NEWS: I have been nominated as a finalist for the Page Turner Awards for my novel, Hunger, see below.
I have loved reading for as long as I can remember. I’d always had a vivid imagination, but once I learned to read, at the age of 4, an amazing new world opened up for me. The world of the library. Of books that I devoured at such speed the librarians doubted that I’d actually had time to read my daily allowance. From then on, I was hooked, and books became the backdrop to my world. And that led to writing stories…
I wrote my first novel at the age of 13. A gothic novel that relieved the boredom and unhappiness of boarding school. I found it recently and it wasn’t nearly as bad as I’d feared. But years of working in London kept me away from writing fiction, and it wasn’t until I came back to the West Country that I started writing again. I produced my first full length novel at the age of 30 when a friend lent me his computer.
Although I wasn’t able to write while working in London, I kept diaries in which I wrote every day, and I read, as much as I could. If a book was really good, I would read it walking down the street, or waiting for my bus. I would stand on the tube, oblivious to the world around me, for I had my own world in my hand. Daphne du Maurier or Mary Wesley often transported me to Cornwall, somewhere far away from the grime and bustle of a big city. Ann Patchett followed, Elizabeth Berg, Marge Piercy, Sebastian Faulks. Angela Lambert, Margaret Atwood, Winston Graham, Deborah Moggach, Patrick Gale, Jo Jo Moyes and Fay Weldon. So many writers and so many wonderful worlds that I immersed myself in.
I wrote several novels, over the years, but grew discouraged. Getting an agent or a publisher was so HARD. Instead of spending enough time editing, I wrote another novel, then another. Then I started writing articles, and at the age of 50 I became a journalist, which I loved, and which suited my low boredom threshold.

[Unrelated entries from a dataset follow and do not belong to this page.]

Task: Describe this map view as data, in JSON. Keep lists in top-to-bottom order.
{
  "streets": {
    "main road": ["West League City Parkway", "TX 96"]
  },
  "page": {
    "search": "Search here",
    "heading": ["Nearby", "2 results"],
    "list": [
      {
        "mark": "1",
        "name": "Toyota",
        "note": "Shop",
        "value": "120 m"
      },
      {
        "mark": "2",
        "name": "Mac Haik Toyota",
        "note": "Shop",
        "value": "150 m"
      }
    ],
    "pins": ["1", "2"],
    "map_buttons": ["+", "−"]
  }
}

But after about ten years, I felt flat and listless. It wasn’t till I spoke to another journalist that I realised what was missing. Fiction. And so I started again, plotting another novel carefully, in conjunction with an online writing course. My tutor was very encouraging, and so was an editor I sent the novel to for further advice. And so Hunger is looking for its place in the publishing world. Meanwhile I have just finished the first draft of my next novel, The Sixth Scent.

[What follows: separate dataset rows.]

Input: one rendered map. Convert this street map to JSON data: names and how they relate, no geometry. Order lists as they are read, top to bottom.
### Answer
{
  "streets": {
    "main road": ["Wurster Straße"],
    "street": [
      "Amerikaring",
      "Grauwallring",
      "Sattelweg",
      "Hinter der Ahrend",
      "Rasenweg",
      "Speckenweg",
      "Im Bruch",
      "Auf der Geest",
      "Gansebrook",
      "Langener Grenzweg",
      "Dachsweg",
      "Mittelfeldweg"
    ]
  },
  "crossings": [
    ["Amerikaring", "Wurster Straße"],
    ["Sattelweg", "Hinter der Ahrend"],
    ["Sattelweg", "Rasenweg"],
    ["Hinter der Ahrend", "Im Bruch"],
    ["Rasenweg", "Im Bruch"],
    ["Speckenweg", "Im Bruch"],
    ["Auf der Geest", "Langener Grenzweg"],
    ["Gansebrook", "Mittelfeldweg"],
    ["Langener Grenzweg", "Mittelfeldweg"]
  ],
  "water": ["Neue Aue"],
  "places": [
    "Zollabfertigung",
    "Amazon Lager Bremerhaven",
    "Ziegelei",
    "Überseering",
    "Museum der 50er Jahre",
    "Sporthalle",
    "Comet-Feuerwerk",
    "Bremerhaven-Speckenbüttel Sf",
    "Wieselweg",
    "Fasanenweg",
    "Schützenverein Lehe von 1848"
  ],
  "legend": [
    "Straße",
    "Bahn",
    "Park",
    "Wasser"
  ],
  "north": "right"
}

While I will always be proud of my five Cornish literary walking books, fiction has always been my first love. Being published is my ultimate goal, but I just love the sweet torture of constructing a novel. And sharing it with those who want to read it.
My top ten books are
◆Frenchman’s Creek by Daphne du Maurier
◆Rhode Island Blues by Fay Weldon
◆Harnessing Peacocks by Mary Wesley
◆Me Before You by Jo Jo Moyes
◆Never Change by Elizabeth Berg
◆The Truths and Triumphs of Grace Alderton by Anstey Harris
◆Good Grief by Lolly Winston
◆Meet me at the Museum by Anne Youngson
◆At Sea by Laurie Graham
◆Hamnet by Maggie O’Farrell
Can Laura help save her daughter from anorexia, and learn to trust the man she once loved?

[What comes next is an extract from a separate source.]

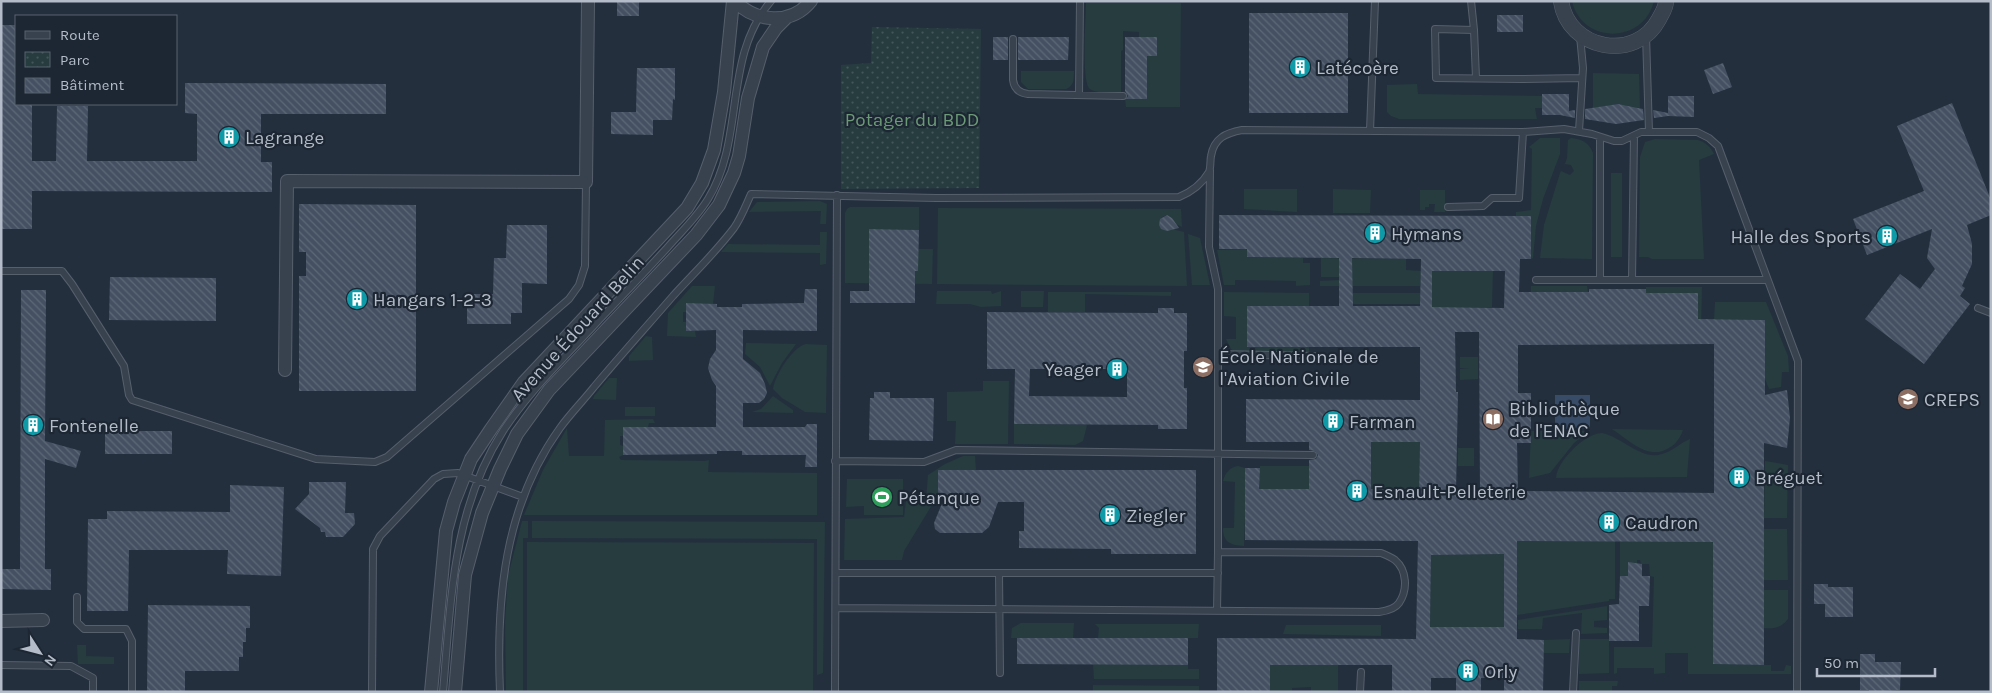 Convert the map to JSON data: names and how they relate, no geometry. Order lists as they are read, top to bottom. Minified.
{"streets":{"street":["Avenue Édouard Belin"]},"parks":["Potager du BDD"],"places":{"building":["Latécoère","Lagrange","Hymans","Halle des Sports","Hangars 1-2-3","Yeager","Farman","Fontenelle","Bréguet","Esnault-Pelleterie","Ziegler","Caudron","Orly"],"school or university":["École Nationale de l'Aviation Civile","CREPS"],"library":["Bibliothèque de l'ENAC"],"sports":["Pétanque"]},"legend":["Route","Parc","Bâtiment"],"scale_bar":"50 m","north":"bottom right"} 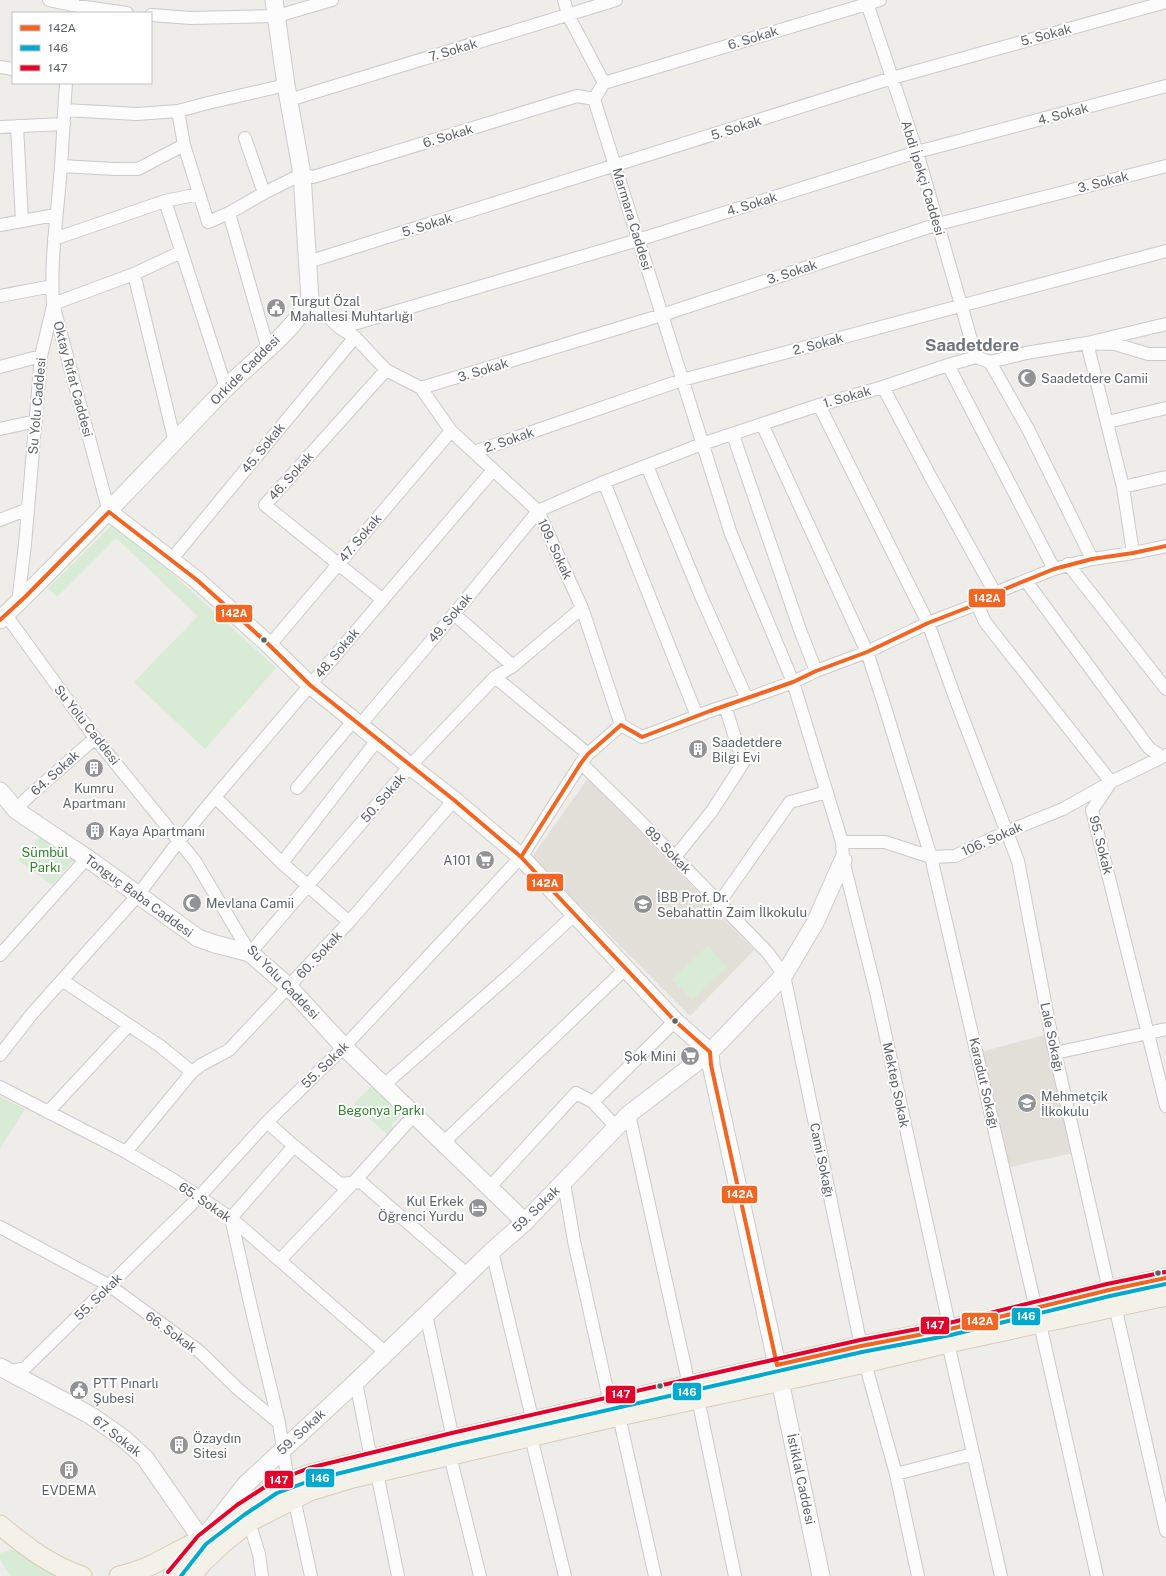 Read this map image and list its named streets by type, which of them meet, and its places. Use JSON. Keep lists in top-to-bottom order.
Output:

Having suffered from anorexia myself many years ago, I wanted to create some insight into this baffling and terrifying illness, but write about it both from the mother’s and daughter’s points of view. I also wanted to write about what might happen when a first love reappears at a time when both of them are feeling vulnerable, and what the consequences might be.
Due to the pandemic, many lives have been blighted by depression, isolation and grief, and I wanted to explore the way that our relationships with those we love can either destroy us, or provide the hope, laughter and nourishment that we all need.
THE SIXTH SCENT
Five week old Mollie was abruptly removed from her parents when a farmer travelled to Ireland to buy some ponies and noticed a litter of terrier puppies. Mollie arrived at a farm in Cornwall and, a week later, was despatched to her new home.
Moll is the narrator of her story, which becomes entwined in her owners’ complex lives. A feisty, opinionated, no-nonsense dog, she quickly learns the power of love and attempts to teach her owners how to deal with the rollercoaster of ill health, death, grief and the joy of starting again. And again….
Canine observations on the power of love over life and death, and Moll's dogged determination to look after her owner, come what may.